## Task prompt
Below are several entries. Transcribe exactly those lines that fall from the one with "display:grid; grid-template-columns:39px 1fr" through the one with "font-size:20px; font-style:normal; color:var(--muted)", end lines included.

Records from a data source

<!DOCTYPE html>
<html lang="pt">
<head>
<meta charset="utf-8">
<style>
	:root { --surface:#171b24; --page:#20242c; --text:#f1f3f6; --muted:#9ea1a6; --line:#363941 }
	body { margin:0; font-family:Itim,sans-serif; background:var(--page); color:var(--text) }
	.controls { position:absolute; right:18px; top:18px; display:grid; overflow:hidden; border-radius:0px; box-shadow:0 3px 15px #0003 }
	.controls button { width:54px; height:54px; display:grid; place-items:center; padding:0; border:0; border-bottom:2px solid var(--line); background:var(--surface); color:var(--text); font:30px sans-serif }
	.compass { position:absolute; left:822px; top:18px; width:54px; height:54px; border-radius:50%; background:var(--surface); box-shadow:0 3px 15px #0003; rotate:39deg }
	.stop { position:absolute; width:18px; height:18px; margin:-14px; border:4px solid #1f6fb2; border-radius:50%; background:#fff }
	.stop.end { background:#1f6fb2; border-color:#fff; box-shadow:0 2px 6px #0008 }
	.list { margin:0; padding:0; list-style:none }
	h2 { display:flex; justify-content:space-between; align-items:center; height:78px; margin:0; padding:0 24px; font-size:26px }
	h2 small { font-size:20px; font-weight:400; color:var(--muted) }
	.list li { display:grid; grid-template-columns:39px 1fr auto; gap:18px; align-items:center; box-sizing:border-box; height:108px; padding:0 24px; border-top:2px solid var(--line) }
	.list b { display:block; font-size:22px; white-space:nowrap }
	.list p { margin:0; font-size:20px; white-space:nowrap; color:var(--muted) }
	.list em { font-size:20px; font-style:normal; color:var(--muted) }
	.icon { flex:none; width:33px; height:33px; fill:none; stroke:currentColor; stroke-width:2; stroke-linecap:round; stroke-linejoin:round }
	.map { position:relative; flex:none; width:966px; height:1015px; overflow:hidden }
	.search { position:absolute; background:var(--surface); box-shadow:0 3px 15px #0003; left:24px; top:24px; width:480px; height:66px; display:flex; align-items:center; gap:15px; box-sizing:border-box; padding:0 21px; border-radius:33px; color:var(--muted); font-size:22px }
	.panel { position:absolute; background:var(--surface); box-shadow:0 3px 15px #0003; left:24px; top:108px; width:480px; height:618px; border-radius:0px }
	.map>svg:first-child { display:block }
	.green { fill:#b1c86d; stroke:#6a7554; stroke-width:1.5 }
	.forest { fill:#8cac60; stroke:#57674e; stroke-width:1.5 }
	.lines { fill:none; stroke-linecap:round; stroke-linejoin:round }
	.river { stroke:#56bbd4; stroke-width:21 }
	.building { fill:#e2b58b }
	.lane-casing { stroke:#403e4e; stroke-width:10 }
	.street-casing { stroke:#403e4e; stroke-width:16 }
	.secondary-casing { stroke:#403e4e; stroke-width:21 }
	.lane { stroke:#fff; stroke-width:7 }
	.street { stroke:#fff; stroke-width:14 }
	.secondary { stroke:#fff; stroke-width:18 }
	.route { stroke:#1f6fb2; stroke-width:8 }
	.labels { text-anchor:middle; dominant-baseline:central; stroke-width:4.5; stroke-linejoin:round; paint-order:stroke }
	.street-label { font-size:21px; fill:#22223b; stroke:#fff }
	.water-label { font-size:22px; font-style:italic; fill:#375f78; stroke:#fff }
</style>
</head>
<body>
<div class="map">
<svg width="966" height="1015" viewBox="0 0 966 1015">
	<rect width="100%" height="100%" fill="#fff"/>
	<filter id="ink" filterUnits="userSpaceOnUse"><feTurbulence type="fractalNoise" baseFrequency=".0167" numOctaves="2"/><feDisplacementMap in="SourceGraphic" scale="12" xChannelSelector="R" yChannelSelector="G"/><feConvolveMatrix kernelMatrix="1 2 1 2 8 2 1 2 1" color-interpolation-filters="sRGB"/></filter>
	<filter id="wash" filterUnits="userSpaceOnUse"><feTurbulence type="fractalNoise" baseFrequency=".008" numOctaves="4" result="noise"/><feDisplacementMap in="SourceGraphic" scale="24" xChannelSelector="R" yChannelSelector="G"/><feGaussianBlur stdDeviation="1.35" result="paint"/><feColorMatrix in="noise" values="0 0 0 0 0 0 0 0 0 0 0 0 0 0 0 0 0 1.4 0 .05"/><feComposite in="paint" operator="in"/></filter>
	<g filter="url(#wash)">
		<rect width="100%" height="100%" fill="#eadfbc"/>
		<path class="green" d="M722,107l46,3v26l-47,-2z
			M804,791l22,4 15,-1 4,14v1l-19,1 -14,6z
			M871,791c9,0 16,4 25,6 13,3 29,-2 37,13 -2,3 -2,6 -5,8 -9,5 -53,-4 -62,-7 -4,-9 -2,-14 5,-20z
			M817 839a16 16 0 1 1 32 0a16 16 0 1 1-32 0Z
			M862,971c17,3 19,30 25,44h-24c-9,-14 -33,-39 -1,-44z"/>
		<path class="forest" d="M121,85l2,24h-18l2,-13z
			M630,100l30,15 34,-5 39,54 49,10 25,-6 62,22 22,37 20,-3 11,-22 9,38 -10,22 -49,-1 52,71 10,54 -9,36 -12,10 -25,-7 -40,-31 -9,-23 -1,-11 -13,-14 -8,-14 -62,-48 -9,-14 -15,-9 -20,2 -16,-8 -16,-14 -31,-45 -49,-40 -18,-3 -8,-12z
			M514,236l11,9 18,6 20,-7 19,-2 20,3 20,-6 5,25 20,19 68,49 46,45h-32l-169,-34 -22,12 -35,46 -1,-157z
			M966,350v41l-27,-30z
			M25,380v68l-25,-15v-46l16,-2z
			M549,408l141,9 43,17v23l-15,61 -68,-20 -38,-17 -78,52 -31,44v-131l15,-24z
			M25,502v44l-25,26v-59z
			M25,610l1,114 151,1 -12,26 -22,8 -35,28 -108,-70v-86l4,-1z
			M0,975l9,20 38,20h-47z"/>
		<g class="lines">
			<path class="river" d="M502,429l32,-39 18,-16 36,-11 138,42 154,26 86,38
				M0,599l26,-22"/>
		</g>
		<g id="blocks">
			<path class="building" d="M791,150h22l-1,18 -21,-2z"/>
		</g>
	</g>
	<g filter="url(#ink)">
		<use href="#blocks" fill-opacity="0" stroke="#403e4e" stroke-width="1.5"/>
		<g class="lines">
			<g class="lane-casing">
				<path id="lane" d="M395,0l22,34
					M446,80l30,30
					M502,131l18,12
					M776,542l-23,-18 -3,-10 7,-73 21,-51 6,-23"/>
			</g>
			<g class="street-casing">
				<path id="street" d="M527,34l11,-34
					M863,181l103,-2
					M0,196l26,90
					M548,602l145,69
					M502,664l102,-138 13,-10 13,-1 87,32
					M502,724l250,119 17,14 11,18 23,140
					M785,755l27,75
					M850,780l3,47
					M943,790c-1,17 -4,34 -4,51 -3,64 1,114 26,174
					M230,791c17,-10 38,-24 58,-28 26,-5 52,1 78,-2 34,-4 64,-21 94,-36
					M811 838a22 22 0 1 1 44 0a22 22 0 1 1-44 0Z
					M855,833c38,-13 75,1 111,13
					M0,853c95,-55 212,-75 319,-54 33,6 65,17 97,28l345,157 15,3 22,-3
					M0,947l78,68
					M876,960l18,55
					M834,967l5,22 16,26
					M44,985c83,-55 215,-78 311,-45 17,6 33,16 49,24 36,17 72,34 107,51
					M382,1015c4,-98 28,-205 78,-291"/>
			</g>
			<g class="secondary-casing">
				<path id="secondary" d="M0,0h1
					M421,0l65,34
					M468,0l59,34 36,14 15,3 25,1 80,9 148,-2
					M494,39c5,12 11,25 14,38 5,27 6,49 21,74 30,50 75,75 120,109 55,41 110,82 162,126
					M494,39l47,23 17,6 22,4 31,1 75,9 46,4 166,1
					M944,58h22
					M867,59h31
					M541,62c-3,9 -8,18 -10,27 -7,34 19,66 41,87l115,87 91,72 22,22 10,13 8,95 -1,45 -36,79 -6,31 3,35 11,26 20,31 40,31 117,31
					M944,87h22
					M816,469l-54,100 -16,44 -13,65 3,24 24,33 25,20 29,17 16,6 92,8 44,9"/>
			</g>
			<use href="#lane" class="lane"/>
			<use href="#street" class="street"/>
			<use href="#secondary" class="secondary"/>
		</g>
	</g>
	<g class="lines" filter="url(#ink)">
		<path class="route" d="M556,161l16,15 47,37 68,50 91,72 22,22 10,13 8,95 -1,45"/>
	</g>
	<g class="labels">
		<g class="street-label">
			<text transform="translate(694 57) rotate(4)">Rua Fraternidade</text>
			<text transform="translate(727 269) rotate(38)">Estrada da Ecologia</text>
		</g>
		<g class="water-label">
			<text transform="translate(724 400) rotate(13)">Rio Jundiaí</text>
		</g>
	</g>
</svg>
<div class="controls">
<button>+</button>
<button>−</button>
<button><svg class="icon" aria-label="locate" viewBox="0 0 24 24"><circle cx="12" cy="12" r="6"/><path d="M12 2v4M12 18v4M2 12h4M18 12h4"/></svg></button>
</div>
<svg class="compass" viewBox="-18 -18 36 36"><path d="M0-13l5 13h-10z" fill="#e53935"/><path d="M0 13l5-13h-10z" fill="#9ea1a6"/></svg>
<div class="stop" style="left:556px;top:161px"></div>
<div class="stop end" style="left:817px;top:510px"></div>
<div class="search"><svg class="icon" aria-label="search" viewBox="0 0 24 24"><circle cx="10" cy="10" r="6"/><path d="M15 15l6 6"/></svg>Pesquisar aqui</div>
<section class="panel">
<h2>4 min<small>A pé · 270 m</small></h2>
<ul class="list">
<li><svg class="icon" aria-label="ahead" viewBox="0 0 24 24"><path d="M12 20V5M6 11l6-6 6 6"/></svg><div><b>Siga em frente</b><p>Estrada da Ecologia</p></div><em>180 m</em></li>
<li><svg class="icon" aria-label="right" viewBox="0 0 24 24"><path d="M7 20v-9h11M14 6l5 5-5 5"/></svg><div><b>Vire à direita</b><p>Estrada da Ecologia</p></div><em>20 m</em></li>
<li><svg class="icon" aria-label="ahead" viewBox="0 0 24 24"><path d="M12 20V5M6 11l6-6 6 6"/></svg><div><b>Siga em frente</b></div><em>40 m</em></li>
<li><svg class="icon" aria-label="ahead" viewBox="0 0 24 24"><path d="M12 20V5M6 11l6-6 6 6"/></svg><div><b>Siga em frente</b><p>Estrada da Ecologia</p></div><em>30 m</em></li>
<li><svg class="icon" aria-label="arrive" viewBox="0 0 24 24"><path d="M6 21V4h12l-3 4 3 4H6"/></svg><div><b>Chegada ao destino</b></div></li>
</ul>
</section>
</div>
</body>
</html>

## Solution
	.list li { display:grid; grid-template-columns:39px 1fr auto; gap:18px; align-items:center; box-sizing:border-box; height:108px; padding:0 24px; border-top:2px solid var(--line) }
	.list b { display:block; font-size:22px; white-space:nowrap }
	.list p { margin:0; font-size:20px; white-space:nowrap; color:var(--muted) }
	.list em { font-size:20px; font-style:normal; color:var(--muted) }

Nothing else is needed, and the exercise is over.